Unlike the serious Shattered Glass, the plucky Big News has a bit of farcical romance to it. That big-city reporter is winningly portrayed by Meredith MacNeill, who sure is some kind of understated funny. Where has this Canadian actress been? (England.) There's an awkward chemistry to the characters of MacNeill and Esmer; their dovetailed dialogue is nimbly and classically delivered.
Droll fare, but there's seriousness if one wants it. "We're going to give these people a paper they actually want to read," proclaims the desperate, gung-ho Crane, living in a modern world after all. Newspapers today, losing advertisers and readers who pay, are tempted to try just about anything to stay alive.

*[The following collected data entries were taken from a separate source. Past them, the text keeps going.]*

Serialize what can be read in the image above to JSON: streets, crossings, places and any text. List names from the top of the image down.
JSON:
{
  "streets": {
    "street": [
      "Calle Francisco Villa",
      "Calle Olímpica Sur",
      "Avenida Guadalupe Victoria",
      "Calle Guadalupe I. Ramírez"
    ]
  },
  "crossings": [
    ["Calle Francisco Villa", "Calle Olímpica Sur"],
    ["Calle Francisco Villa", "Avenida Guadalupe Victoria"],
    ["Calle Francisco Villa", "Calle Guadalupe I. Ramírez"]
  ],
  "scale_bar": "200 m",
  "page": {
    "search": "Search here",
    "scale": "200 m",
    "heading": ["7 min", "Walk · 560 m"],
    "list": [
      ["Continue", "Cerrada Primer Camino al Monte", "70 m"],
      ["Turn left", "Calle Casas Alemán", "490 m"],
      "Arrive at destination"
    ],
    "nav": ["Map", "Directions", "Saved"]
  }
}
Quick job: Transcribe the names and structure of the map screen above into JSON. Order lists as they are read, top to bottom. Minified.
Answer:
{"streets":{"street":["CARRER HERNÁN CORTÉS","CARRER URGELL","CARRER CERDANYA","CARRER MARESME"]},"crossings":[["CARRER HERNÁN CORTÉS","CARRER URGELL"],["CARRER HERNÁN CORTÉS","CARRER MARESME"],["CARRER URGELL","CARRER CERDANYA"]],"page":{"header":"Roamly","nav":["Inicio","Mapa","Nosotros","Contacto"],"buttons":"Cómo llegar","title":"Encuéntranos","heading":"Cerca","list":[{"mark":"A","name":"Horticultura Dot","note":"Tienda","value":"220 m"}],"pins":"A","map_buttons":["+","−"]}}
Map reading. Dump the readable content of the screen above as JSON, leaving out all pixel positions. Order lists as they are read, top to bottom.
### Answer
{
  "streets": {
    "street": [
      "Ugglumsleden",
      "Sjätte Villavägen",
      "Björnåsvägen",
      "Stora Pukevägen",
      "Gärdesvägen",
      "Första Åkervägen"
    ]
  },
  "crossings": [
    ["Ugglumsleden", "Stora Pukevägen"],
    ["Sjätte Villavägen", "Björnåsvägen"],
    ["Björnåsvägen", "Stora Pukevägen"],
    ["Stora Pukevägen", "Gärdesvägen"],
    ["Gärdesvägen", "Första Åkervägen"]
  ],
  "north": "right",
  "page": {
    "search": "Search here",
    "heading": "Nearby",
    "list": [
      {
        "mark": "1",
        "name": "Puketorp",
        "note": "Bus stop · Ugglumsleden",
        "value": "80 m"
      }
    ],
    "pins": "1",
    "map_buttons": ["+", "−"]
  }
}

Ergo, all the news that's fit to print, and some that isn't. The paper's publisher (Gordon Pinsent) is wary of printing the astounding story, what with its anonymous sources and unfounded nature. But he goes ahead, against his better judgment. The paper has been in business for nearly 90 years – he wants to make it to 5,000 editions, and is considering selling to a media chain. That's a real story, and so is the big one onto which the film's journalists eventually stumble. Can small-town Crane regain the trust of his readers? Brian Williams wants to know. For the rest of us? Extra, extra, laugh all about it.
The cast and director Daniel Perlmutter participate in post-screening Q&A's at Carlton Cinema, Feb. 27-March 1.